▽
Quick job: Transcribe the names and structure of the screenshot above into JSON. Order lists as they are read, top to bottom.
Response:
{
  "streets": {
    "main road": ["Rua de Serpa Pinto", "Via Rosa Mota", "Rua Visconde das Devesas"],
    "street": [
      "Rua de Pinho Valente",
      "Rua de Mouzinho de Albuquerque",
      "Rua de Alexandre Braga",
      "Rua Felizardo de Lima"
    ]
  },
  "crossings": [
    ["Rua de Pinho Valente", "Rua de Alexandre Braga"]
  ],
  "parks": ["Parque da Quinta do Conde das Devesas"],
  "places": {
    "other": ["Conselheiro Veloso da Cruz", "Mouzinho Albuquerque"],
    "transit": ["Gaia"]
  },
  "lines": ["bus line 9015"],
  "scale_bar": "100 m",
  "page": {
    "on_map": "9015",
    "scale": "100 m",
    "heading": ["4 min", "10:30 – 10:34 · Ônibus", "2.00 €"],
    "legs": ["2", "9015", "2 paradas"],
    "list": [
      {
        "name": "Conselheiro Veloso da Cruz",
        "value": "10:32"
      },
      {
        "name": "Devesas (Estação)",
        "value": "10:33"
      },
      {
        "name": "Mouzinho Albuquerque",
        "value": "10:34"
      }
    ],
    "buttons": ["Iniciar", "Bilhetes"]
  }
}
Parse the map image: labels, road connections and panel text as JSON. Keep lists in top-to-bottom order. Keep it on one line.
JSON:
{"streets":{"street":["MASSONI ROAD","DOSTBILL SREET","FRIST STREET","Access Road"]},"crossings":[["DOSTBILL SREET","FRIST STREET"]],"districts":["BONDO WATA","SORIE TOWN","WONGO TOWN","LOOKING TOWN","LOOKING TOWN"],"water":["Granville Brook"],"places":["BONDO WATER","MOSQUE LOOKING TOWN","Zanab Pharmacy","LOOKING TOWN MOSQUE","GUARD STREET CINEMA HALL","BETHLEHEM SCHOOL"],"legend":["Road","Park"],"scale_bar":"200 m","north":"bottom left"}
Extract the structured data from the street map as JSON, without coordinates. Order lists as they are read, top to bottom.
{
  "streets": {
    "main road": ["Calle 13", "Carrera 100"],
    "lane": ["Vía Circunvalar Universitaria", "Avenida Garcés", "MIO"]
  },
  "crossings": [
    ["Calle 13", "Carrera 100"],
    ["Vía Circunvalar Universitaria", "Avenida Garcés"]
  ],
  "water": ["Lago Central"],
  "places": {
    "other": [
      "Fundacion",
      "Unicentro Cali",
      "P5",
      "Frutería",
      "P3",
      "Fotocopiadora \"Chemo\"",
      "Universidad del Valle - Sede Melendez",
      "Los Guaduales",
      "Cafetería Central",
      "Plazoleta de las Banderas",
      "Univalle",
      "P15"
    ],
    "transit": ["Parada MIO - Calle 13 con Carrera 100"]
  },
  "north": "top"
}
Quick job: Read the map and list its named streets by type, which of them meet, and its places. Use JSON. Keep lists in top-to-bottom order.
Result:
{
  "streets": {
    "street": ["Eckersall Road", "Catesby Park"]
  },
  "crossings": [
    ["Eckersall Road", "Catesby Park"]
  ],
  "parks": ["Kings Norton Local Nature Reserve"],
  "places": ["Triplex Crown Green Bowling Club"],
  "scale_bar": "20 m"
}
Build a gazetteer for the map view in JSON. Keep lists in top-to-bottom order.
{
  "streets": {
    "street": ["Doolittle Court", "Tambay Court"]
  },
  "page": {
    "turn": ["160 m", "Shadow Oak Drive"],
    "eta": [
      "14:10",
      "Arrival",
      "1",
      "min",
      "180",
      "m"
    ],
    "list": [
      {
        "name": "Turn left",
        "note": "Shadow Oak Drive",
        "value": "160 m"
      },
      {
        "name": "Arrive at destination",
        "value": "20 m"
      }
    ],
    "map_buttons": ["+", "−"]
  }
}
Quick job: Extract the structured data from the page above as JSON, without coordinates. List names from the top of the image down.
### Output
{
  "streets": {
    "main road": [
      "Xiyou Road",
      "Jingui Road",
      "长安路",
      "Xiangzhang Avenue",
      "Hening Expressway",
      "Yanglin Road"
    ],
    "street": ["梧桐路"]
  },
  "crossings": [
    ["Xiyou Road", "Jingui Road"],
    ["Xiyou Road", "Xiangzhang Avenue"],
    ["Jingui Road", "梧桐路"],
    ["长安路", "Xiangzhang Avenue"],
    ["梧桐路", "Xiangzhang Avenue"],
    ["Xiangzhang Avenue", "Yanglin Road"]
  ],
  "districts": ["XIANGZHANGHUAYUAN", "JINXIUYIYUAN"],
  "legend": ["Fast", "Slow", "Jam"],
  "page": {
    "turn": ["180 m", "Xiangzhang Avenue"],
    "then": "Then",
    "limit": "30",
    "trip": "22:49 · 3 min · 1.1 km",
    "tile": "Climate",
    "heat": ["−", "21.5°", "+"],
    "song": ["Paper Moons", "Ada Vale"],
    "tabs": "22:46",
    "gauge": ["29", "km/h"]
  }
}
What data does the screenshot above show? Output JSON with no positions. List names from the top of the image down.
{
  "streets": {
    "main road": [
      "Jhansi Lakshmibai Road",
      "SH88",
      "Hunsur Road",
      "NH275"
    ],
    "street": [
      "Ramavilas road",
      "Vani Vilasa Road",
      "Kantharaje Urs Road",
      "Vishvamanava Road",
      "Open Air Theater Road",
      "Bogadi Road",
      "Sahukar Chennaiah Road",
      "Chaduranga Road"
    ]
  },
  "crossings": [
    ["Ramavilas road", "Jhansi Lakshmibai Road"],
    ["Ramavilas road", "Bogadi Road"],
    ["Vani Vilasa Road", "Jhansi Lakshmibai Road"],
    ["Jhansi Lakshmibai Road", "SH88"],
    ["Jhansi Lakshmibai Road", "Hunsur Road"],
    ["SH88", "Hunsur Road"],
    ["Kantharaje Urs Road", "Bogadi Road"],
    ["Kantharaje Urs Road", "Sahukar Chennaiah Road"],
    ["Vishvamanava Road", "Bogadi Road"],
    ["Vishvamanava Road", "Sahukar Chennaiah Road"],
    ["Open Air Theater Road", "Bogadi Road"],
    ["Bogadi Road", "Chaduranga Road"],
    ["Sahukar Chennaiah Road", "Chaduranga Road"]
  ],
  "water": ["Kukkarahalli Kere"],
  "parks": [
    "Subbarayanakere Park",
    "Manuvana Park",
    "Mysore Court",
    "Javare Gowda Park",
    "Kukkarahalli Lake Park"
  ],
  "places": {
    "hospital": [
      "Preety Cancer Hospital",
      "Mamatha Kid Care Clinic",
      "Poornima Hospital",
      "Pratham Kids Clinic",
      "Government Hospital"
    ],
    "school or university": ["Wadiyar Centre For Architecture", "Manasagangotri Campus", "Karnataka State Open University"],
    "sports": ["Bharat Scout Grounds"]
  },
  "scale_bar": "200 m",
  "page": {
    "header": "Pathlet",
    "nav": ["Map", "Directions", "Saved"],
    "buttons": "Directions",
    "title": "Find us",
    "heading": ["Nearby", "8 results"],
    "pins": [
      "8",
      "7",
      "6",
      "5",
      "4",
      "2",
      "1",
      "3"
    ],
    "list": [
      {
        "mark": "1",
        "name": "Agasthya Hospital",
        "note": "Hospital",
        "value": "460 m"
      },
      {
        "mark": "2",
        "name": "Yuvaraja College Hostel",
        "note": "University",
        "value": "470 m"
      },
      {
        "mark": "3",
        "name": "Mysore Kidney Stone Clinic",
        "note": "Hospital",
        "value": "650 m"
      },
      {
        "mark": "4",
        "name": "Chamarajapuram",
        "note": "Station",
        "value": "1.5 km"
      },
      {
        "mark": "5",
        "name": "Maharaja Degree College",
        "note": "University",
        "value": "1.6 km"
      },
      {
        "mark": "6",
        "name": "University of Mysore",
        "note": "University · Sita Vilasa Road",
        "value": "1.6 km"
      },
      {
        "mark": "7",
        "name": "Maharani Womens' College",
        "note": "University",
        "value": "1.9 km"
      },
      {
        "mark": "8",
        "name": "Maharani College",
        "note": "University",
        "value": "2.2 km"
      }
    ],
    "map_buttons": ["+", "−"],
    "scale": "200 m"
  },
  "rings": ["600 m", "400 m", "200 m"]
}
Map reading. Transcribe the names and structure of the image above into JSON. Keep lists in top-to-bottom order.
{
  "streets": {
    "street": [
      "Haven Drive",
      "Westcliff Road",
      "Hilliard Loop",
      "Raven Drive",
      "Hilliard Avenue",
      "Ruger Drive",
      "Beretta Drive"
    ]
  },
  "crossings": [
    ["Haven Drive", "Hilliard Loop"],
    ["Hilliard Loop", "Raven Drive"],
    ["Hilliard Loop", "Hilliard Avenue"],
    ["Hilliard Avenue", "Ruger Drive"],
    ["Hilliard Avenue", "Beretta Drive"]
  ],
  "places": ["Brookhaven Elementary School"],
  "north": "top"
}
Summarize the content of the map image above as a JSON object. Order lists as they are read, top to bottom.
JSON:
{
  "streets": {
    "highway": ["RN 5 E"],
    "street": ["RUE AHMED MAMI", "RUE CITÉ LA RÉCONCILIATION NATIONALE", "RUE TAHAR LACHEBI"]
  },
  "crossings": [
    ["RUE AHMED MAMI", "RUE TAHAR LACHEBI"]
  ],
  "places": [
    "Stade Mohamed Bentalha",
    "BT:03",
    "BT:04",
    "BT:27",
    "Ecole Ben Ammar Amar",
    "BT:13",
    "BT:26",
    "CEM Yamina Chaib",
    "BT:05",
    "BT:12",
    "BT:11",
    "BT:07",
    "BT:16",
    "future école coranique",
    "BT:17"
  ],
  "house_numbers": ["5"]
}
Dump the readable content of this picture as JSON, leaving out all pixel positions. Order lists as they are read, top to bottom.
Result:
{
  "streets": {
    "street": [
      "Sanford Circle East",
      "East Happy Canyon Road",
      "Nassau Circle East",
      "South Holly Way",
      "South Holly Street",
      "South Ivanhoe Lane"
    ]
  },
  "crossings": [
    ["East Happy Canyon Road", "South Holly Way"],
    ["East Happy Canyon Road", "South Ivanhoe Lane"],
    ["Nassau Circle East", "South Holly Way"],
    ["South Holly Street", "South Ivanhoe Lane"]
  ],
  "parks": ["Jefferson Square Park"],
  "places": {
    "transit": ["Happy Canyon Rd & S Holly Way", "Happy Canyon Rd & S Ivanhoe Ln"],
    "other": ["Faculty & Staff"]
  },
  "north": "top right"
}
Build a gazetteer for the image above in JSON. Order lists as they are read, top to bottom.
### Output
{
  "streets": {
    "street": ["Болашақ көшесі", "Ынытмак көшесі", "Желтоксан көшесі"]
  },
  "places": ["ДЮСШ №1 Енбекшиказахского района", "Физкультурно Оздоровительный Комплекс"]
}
△
*Work to be completed:*
Repeat exactly the lines above from the one with "Map reading. Transcribe" up to and including the one with "Summarize the content". No other line belongs in the reply.

*Output of the task:*
Map reading. Transcribe the names and structure of the image above into JSON. Keep lists in top-to-bottom order.
{
  "streets": {
    "street": [
      "Haven Drive",
      "Westcliff Road",
      "Hilliard Loop",
      "Raven Drive",
      "Hilliard Avenue",
      "Ruger Drive",
      "Beretta Drive"
    ]
  },
  "crossings": [
    ["Haven Drive", "Hilliard Loop"],
    ["Hilliard Loop", "Raven Drive"],
    ["Hilliard Loop", "Hilliard Avenue"],
    ["Hilliard Avenue", "Ruger Drive"],
    ["Hilliard Avenue", "Beretta Drive"]
  ],
  "places": ["Brookhaven Elementary School"],
  "north": "top"
}
Summarize the content of the map image above as a JSON object. Order lists as they are read, top to bottom.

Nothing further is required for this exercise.